So basically, what happens is that the sound card will eventually crap out completely and never work again (until reboot) if it attempts to work at the same time either of the other two devices on that IRQ are working.
Keep in mind:
1) Microsoft knows about this bug
2) It causes system instability for lots of drivers - even certified ones
I should also mention that there is nowhere that this bug is reported by the OS; I had to find it through trial, error, and lots of research. Win2K is not as stable as you think
Mod me down and I will become more powerful than you can possibly imagine!

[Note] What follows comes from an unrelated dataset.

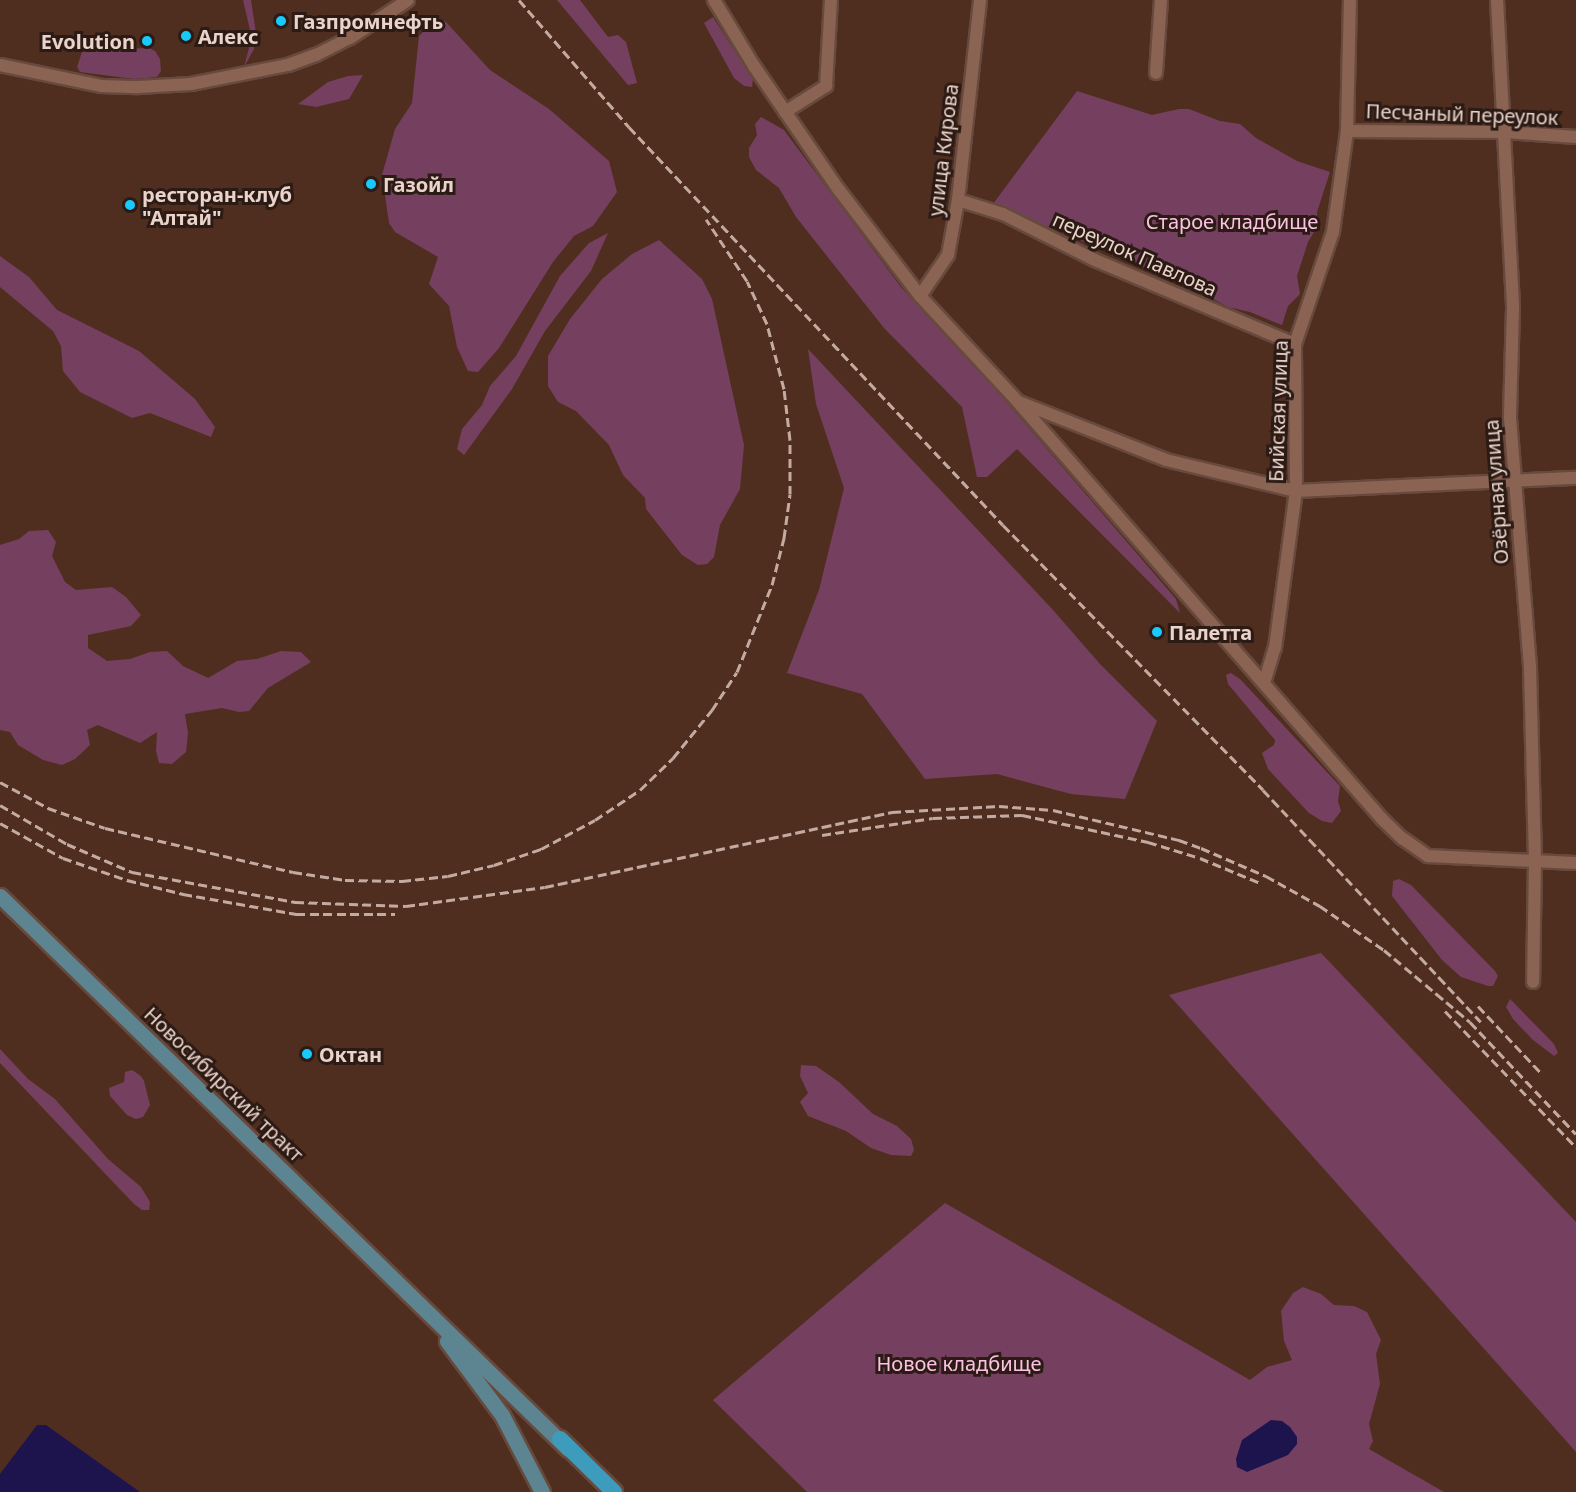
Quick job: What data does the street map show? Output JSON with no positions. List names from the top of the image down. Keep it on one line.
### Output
{"streets":{"main road":["Новосибирский тракт"],"street":["Песчаный переулок","улица Кирова","переулок Павлова","Бийская улица","Озёрная улица"]},"crossings":[["Песчаный переулок","Бийская улица"],["Песчаный переулок","Озёрная улица"],["улица Кирова","переулок Павлова"],["переулок Павлова","Бийская улица"]],"parks":["Старое кладбище","Новое кладбище"],"places":["Газпромнефть","Алекс","Evolution","Газойл","ресторан-клуб \"Алтай\"","Палетта","Октан"]}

You ought to work tech support some time. There are real costs associated with software bugs. These costs are measured. Many times these costs are measured more meticulously than software vendors would like to admit. There are more organizations than you might realize that purposely delay software deployments to make sure that they do not ruin their technology infrastructure. Often times, when I work with a senior admin within the organization, I find they are the "NO" people. "No", we will not apply that patch unless you prove to us it will fix the problem. "No", we will not apply that patch unless you prove it won't introduce new problems. And, in the case that there are unforeseen complications in a software upgrade, guess who gets the heat? Directly, it's the senior admins. Both directly and indirectly, it's the software vendor. Bad publicity == lost sales. Ask any sales person (technical or non-technical).

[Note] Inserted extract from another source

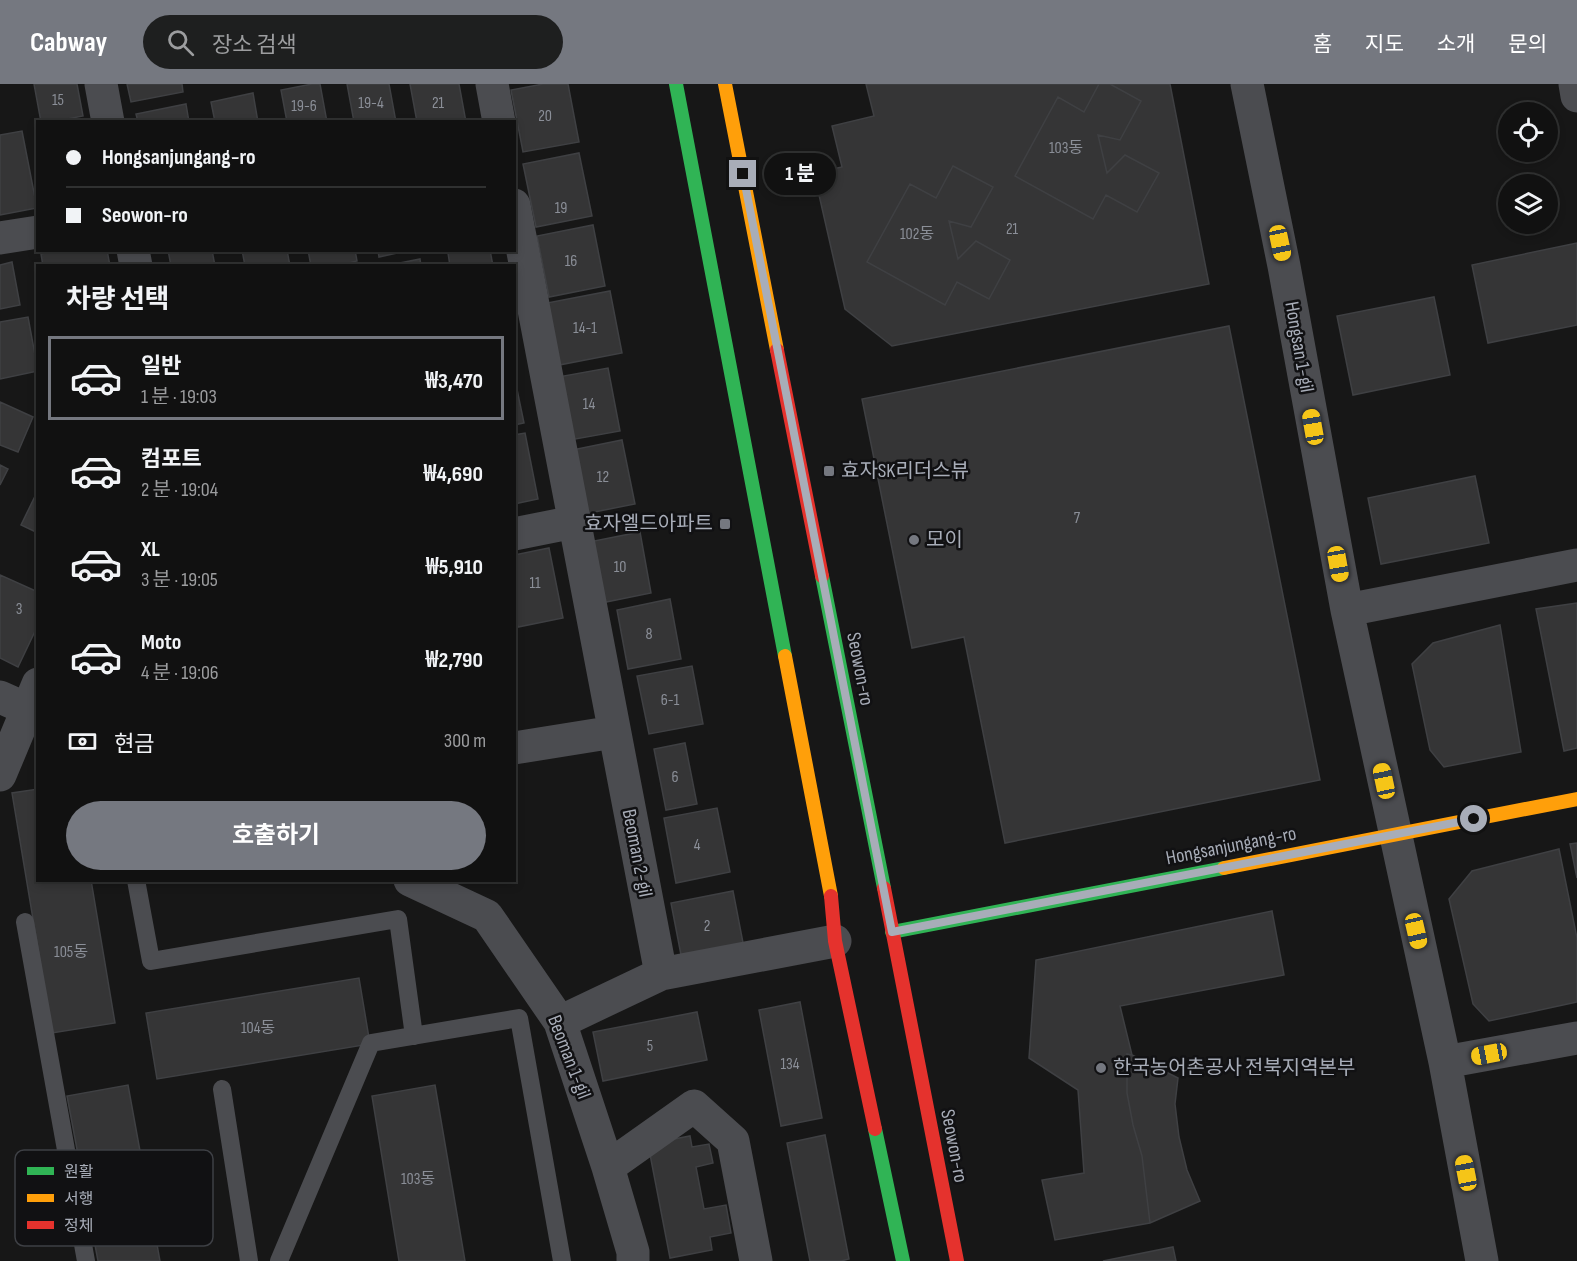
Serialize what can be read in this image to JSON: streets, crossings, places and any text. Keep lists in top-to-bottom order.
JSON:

Of course, I'm at the end of the equation where these costs are realized after the fact. Also, I think that since I come from the Unix world, I've seen more preference towards quality over quantity. Unix-oriented orgs are much more cautious than Windows-oriented orgs. I attribute this to lack of experience in that market, but the way things are going, experience is not in short supply. Bugs and security breaches are costing companies in real dollors nowadays, and commercial and gov't organizations are not ignorant of this fact, even at the high echelon levels.
For proof, look at Microsoft. I certainly remember reading that they decided to go for a company-wide code freeze to resolve bugs and security issues. This code freeze lasted for SIX MONTHS. That's a HUGE risk for a software company. Also, there's that whole trillion dollor fine against the company thing, too, that's been circulating a bit lately. It also undermines any arguments based on "customers are lemmings that will buy anything we dangle in front of them". Maybe the fact that features outweighed stability was true during the dot-com boom. I think it's definitely less true now, by a significant degree.
--- Journals are boring; Go to my web page instead
Microsoft says so.
Actually it's in some driver, not the core OS, so it's not surprising that it doesn't happen to everyone. (There's a few other things with similar problems.)
Having spoken with Microsoft OS developers about this issue in some detail, they make risk / benefit choices all the time where they know one way will not crash ever, and the other way will crash but will be amazingly faster.
Guess which way consumers pay them to build it. When they choose the crash-but-fast method, they just put an astounding amount of QA into it to whittle the probability of a crash down to an acceptable level. And I agree with them about what an acceptable level is, because I know that when I crash my Win2k system, it's my fault.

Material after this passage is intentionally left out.